Really, it is a pick-your-poison scenario. The passing game tends to produce more big plays, but that’s fairly typical for any team. Quarterback James Franklin is a playing at an incredibly high level. He tried to pick on a safety at Indiana and lost twice, accounting for two of his interceptions. Other than that, he’s played almost mistake-free. Besides that, he’s a dual-threat guy again. As a sophomore, he nearly rushed for 1,000 yards, but that threat was nonexistent last season as he dealt with shoulder, knee and head injuries. Now, he’s arguably the second-best dual-threat quarterback in the conference behind only reigning Heisman Trophy winner Johnny Manziel at Texas A&M. Coupled with three fast and elusive running backs, Missouri’s run game has been quietly efficient and effective.
Still, it’s hard to ignore that passing game. Most teams have elected to try and take away sophomore wide receiver Dorial Green-Beckham. That was Vanderbilt’s plan, and it worked. He had two catches for 30 yards against the Commodores, but it didn’t slow the offense, which still put up 51 points and 523 yards of total offense. Seniors Marcus Lucas and L’Damian Washington may not be well-known guys around the SEC, but both are supremely talented pass-catchers and playmakers. Georgia’s secondary is going to have its hands full, because you can’t ignore the run or Missouri will happily keep it on the ground and carve a team up. Heck, that would almost be preferable as it keeps Aaron Murray on the sideline. Of course, committing to stop the run often means eight in the box or, at the very least, a lot of one-on-one coverage or zone, which often spells trouble too.

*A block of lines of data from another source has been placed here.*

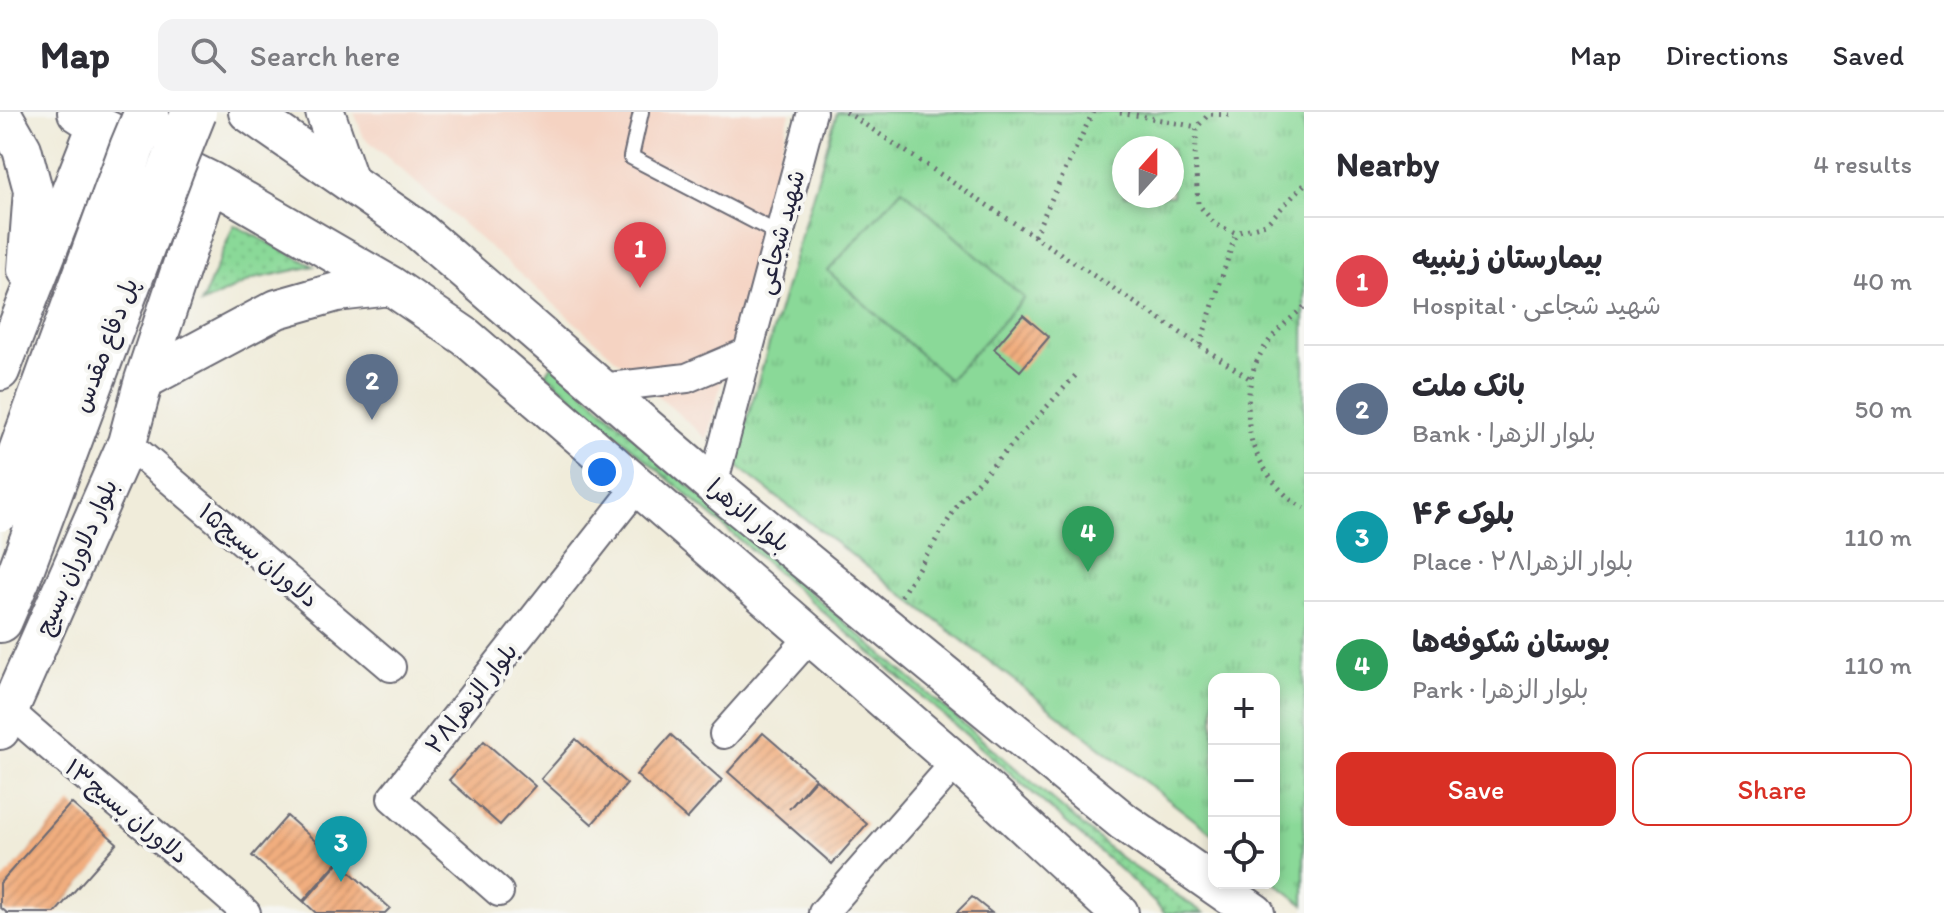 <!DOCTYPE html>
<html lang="en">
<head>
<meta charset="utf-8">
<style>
	body { margin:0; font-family:Itim,"Playpen Sans Arabic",sans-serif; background:#f2f2f3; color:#2b2b33 }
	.controls { position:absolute; right:24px; bottom:24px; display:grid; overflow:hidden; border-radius:16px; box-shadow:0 4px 12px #0003 }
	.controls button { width:72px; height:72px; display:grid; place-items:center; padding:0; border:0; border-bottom:2px solid #e1e1e2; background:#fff; color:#2b2b33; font:40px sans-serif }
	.compass { position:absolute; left:1112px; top:24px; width:72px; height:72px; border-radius:50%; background:#fff; box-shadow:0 4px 12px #0003; rotate:21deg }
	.you { position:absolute; left:602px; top:360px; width:28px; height:28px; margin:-20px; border:6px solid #fff; border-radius:50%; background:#1a73e8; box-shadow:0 0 0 12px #1a73e833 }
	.badge { display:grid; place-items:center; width:52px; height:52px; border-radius:50%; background:#d93025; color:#fff; font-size:26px; font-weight:700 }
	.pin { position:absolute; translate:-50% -66px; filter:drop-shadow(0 2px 4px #0008) }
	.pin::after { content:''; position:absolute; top:42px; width:28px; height:24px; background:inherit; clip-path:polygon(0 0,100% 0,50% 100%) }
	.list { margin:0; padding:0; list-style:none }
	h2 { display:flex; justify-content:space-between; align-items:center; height:104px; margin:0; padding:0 32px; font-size:34px }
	h2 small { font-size:26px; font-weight:400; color:#7c7c81 }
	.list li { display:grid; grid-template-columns:52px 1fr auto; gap:24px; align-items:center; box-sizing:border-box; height:128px; padding:0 32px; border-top:2px solid #e1e1e2 }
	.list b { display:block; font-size:30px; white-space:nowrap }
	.list p { margin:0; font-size:26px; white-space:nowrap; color:#7c7c81 }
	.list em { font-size:26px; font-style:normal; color:#7c7c81 }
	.actions { display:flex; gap:16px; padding:24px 32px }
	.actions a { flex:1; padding:18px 0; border:2px solid #d93025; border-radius:16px; text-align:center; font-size:28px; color:#d93025 }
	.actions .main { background:#d93025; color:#fff }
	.icon { flex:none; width:44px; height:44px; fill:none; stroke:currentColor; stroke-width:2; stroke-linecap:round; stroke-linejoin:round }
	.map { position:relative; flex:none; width:1304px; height:801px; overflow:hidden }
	header { display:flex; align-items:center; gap:48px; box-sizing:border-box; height:112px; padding:0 40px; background:#fff; border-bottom:2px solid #e1e1e2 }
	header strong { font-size:38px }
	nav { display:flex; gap:44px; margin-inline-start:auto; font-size:28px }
	.search { width:560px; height:72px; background:#f2f2f3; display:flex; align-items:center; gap:20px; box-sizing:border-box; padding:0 28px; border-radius:16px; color:#7c7c81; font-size:30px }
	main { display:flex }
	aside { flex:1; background:#fff }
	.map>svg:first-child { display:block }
</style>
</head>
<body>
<header>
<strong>Map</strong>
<div class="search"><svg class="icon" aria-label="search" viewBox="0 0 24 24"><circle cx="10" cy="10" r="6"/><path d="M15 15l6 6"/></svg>Search here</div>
<nav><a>Map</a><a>Directions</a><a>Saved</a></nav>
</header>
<main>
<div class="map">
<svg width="1304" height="801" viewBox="0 0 1304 801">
	<defs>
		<pattern id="grass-dots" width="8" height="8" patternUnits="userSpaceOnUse" patternTransform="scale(2)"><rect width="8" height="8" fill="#8ad998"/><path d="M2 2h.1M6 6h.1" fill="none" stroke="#77ba84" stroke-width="1.8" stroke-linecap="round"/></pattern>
		<pattern id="park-tufts" width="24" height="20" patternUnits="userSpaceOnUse" patternTransform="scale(2)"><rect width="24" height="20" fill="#8ad998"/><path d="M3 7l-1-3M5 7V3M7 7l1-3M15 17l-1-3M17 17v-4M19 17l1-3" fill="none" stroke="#77ba84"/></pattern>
		<pattern id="building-hatch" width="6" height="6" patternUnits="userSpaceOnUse" patternTransform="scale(2)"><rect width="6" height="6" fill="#f1ad7e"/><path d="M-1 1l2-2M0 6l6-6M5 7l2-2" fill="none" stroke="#ce956e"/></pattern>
	</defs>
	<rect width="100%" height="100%" fill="#f6f6f2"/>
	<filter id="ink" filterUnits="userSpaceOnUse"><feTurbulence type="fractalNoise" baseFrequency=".0125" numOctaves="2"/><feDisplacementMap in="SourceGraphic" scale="16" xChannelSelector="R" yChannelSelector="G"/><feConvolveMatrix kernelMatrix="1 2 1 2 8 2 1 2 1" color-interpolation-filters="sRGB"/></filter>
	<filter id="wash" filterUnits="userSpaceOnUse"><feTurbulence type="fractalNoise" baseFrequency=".006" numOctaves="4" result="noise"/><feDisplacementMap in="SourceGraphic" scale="32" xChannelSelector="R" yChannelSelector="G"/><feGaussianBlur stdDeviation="1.8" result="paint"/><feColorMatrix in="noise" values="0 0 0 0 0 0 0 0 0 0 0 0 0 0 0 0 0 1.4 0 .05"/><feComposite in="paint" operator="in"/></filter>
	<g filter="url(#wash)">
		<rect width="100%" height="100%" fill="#f0ecda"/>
		<path fill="#f5d3c2" d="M354,0H790L707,327L363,24Z"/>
		<path fill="url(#grass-dots)" stroke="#567e6a" stroke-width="2" d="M234,113L314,154L254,167L201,192Z
			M553,252L781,456L1122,747L1204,801H1165L1126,763L970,626L546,262Z"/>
		<path fill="url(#park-tufts)" stroke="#567e6a" stroke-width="2" fill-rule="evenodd" d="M837,0H1304V793L1274,770V567H1214V723L734,352ZM1124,36H1172V84H1124Z"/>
		<path fill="#8ad998" stroke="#567e6a" stroke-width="2" d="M902,77L1024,186L949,268L828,159Z"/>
		<g id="blocks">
			<path fill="url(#building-hatch)" d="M1023,203L1049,225L1020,259L994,237Z
				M763,621L815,666L789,697L816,667L867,712L832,752L728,660Z
				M671,623L722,668L687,707L636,663Z
				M576,627L627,672L592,712L541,667Z
				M484,629L535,674L500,713L449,668Z
				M71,691L117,731L55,801H7L0,795V771Z
				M287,704L338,749L303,789L252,744Z
				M339,750L390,796L385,801H316L304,790Z
				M972,785L992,801H956Z"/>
		</g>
	</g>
	<g filter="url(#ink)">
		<use href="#blocks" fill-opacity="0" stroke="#6a6973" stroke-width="2"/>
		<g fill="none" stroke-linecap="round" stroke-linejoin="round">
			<defs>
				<path id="lane" d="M641,0L631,45L779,122"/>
				<path id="street" d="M748,240L812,0
					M601,276L687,266L748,240L713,373
					M127,331L391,555
					M8,598C86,668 169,731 246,801
					M724,622L811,524
					M499,780L392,686L638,374
					M823,801L956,650"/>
				<path id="secondary" d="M1,0L22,37L33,78L27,158
					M77,0L97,13L210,69L391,174L466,225L956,650L1119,801
					M248,0L417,117L713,373L1124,710L1255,801
					M325,0L349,70
					M0,259L97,13
					M144,268L277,197L337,180L391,174
					M0,618L127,331L144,268L210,69"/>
				<path id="primary" d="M0,508L18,466"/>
			</defs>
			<use href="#lane" stroke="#6a6973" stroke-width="18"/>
			<use href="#street" stroke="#6a6973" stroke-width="32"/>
			<use href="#secondary" stroke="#6a6973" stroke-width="42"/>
			<use href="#primary" stroke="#6a6973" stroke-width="48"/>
			<path stroke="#6a6973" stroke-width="5" stroke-dasharray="2 6" stroke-linecap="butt" d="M846,0L1252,268
				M1120,0L1197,15
				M1229,3L1209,2L1197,15L1195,46L1198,92L1216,113L1236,121L1266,112L1304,73
				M1034,124L1093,0
				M1304,195C1283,213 1268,225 1256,251C1247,271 1246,308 1252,330C1259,353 1282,386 1304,396
				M1200,233L1236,121
				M901,484L961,388L1076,263"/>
			<use href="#lane" stroke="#fff" stroke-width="14"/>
			<use href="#street" stroke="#fff" stroke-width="28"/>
			<use href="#secondary" stroke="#fff" stroke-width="38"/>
			<use href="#primary" stroke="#fff" stroke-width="44"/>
			<defs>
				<path id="primary-bridge" d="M0,397L132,36L147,0
					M18,466L172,55L194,0"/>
			</defs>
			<use href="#primary-bridge" stroke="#6a6973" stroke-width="48" stroke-linecap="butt"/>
			<use href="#primary-bridge" stroke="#fff" stroke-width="44"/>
		</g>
	</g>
	<g text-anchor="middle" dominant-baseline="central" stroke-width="8" stroke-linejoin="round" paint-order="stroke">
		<g font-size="24" fill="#22223b" stroke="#f6f6f2">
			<text transform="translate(780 120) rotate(-75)">شهید شجاعی</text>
			<text transform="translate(105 233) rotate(-69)">پل دفاع مقدس</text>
			<text transform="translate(749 403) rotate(40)">بلوار الزهرا</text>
			<text transform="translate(259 443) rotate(40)">دلاوران بسیج۱۵</text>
			<text transform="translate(76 445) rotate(-66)">بلوار دلاوران بسیج</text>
			<text transform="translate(471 586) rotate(-52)">بلوار الزهرا۲۸</text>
			<text transform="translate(127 699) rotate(39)">دلاوران بسیج۱۳</text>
		</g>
	</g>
</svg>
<div class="controls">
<button>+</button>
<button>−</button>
<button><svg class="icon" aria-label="locate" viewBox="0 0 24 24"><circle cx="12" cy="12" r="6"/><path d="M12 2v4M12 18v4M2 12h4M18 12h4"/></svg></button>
</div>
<svg class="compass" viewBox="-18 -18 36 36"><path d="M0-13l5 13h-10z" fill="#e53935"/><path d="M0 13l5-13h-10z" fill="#7c7c81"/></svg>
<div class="you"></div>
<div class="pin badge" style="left:640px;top:176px;background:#e0444e">1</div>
<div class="pin badge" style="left:372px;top:308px;background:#5c6f8a">2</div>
<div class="pin badge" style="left:341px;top:770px;background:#0f9aa8">3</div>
<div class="pin badge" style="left:1088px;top:460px;background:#2e9e5b">4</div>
</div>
<aside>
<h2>Nearby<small>4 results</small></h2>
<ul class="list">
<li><span class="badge" style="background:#e0444e">1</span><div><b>بیمارستان زینبیه</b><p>Hospital · شهید شجاعی</p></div><em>40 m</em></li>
<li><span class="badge" style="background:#5c6f8a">2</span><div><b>بانک ملت</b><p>Bank · بلوار الزهرا</p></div><em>50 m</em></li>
<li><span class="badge" style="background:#0f9aa8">3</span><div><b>بلوک ۴۶</b><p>Place · بلوار الزهرا۲۸</p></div><em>110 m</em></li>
<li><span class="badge" style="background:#2e9e5b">4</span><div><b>بوستان شکوفه‌ها</b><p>Park · بلوار الزهرا</p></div><em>110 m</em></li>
</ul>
<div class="actions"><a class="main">Save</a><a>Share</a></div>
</aside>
</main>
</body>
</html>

5. The Bulldogs’ injuries on offense have been a big story in Athens this week. Do you think Missouri sees Georgia as particularly vulnerable Saturday?
Absolutely, but as well as Missouri is playing right now, I think they’d be confident even if Georgia was at full strength. It would be a tougher test, but the Tigers relish this opportunity to pick off one of the SEC’s big boys and prove that they belong in the nation’s toughest football conference. Missouri knows perhaps better than any team how thoroughly and completely a rash of injuries can ruin a season. Last year, for the Tigers it was the quarterback and more than half of its offensive line. I’d argue that was tougher to overcome than losing the top two guys at running back and wide receiver. Of course, if I was Georgia, I’d be much more concerned about my leaky defense, because Missouri can put up points.
Thanks Tod for that thorough breakdown of the Tigers.